As InfiniBand gained traction in supercomputing, demand grew in the data center market for RDMA’s performance and efficiency benefits within Ethernet-based systems. Responding to this, the IBTA introduced the RDMA over Converged Ethernet (RoCE) specification in 2011. This IBTA standard has evolved steadily and by 2014, a multi-vendor ecosystem emerged and RoCE was deployed at large scale. So, where do we stand today?

Since its debut on the 2003 TOP500, RDMA networking has seen significant growth. In the latest June 2024 TOP500 list, RDMA-based networking is now the predominant interconnect, with 72% adoption across the entire list. InfiniBand connects 238 systems, including 5 in the Top 10, while RoCE-based Ethernet connects 121 systems. Moreover, InfiniBand powers the #1 system in the Green500, highlighting its exceptional system efficiency.

Figure 1: June 2024 TOP500 interconnect breakdown

Moreover, RDMA networking has not only solidified its position in supercomputing but has also experienced substantial growth catalyzed by the AI market.
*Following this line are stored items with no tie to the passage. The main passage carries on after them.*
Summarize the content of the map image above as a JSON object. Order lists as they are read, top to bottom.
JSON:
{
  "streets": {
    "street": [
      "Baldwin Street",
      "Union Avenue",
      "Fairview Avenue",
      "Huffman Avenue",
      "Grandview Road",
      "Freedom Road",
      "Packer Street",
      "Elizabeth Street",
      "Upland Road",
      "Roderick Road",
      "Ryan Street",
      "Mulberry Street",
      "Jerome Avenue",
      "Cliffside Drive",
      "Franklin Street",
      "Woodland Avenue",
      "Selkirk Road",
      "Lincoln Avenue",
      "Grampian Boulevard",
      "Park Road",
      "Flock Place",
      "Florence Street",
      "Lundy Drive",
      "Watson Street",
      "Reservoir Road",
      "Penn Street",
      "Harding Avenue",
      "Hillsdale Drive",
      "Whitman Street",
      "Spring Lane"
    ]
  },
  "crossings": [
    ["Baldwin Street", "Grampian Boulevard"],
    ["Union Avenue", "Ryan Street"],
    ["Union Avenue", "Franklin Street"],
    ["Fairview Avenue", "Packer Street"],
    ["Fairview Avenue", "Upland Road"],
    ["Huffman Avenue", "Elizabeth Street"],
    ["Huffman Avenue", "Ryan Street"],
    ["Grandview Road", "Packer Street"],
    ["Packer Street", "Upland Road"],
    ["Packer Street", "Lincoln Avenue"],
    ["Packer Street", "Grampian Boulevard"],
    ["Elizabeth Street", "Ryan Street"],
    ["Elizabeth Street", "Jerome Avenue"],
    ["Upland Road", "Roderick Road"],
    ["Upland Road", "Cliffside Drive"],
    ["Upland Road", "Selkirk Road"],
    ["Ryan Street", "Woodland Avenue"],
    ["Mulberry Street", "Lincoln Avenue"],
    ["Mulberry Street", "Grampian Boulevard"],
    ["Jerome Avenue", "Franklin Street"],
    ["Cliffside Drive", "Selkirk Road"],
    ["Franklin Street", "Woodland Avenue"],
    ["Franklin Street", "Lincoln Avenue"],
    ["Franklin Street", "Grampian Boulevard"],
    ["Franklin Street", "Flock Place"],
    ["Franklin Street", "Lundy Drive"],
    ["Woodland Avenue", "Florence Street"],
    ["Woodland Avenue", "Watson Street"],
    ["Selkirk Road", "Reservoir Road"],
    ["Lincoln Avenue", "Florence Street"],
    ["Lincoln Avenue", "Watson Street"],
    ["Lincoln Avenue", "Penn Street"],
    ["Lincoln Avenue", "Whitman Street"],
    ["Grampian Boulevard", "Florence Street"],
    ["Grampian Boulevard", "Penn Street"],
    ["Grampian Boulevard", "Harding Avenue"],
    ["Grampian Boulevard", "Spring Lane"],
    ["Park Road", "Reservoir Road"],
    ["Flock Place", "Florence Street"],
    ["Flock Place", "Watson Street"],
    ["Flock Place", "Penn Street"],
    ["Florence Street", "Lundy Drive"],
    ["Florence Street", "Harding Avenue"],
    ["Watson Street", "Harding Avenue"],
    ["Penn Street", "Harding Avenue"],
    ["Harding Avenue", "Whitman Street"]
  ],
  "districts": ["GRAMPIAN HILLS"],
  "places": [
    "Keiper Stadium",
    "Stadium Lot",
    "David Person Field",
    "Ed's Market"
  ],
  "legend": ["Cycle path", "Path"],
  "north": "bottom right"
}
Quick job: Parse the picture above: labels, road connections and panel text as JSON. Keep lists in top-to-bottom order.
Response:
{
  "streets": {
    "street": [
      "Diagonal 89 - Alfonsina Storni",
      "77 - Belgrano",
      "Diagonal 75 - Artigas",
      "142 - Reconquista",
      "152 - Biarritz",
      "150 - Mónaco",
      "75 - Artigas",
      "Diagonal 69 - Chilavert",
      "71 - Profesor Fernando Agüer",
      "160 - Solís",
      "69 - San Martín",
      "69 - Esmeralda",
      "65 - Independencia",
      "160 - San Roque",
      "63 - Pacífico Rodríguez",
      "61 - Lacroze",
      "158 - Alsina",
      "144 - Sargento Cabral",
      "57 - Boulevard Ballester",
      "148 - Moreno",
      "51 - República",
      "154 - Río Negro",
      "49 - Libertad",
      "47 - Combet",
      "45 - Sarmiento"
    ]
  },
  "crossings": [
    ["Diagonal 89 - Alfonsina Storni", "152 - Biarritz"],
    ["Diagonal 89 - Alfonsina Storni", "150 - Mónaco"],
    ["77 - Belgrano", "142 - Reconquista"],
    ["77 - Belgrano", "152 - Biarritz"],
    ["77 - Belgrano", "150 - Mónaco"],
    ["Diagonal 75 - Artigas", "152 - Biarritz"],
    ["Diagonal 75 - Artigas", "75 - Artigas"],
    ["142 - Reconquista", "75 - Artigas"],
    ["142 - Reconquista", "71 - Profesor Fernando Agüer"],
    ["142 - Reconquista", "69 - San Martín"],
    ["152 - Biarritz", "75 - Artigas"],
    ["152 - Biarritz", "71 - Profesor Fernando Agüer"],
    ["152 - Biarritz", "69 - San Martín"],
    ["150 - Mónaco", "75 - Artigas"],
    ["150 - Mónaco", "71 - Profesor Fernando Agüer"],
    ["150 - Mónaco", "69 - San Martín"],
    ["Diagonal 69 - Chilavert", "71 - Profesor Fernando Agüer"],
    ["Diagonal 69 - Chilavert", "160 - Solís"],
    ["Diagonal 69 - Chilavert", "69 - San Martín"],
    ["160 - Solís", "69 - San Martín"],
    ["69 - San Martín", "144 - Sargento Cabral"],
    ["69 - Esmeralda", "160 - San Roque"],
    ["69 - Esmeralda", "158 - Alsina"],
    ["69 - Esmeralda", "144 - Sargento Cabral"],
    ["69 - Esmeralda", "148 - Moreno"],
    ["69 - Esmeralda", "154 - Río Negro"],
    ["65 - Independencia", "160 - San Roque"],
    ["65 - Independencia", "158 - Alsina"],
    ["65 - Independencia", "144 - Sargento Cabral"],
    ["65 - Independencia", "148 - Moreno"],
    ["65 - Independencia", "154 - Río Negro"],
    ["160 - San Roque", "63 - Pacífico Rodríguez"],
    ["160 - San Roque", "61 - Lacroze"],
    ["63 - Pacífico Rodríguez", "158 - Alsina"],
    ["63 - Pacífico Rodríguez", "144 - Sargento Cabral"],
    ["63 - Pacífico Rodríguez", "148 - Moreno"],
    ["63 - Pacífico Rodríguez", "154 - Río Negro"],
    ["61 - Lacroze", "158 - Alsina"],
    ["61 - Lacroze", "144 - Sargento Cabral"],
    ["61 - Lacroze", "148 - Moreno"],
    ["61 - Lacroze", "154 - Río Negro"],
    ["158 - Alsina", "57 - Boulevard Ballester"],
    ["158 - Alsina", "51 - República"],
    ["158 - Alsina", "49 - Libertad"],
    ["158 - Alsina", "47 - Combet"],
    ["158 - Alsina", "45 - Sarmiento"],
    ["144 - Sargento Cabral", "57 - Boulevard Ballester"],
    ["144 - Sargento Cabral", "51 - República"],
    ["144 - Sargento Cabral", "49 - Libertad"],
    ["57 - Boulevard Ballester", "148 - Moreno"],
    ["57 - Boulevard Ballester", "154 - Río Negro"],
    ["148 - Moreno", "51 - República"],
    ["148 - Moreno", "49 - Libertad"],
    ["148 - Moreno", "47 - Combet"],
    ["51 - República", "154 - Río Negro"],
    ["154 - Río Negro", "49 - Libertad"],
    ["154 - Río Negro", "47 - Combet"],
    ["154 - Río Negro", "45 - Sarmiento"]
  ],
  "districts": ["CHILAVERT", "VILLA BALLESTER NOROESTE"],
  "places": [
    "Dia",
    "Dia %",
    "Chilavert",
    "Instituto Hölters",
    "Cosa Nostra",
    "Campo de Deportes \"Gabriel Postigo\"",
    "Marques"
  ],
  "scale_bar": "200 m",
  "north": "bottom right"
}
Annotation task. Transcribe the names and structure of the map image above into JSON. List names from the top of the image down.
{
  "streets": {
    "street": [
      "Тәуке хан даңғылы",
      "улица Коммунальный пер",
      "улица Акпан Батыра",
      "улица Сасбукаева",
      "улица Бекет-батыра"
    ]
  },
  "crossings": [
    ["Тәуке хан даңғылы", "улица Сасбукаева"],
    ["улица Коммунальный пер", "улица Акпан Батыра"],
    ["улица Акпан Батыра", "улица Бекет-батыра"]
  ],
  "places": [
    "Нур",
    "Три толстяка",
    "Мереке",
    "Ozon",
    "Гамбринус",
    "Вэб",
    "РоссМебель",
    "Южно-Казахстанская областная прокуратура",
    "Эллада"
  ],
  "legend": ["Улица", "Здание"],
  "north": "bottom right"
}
AI workloads demand significant computational power, especially those involving expansive and intricate models like generative pre-trained transformers (GPT), a type of large language model (LLM) and BERT, a model for natural language processing. To expedite model training and handle vast datasets, AI practitioners have increasingly turned to distributed computing systems. These systems essentially mirror those used in scientific and supercomputing domains and benefit immensely from InfiniBand and RoCE-based networking solutions.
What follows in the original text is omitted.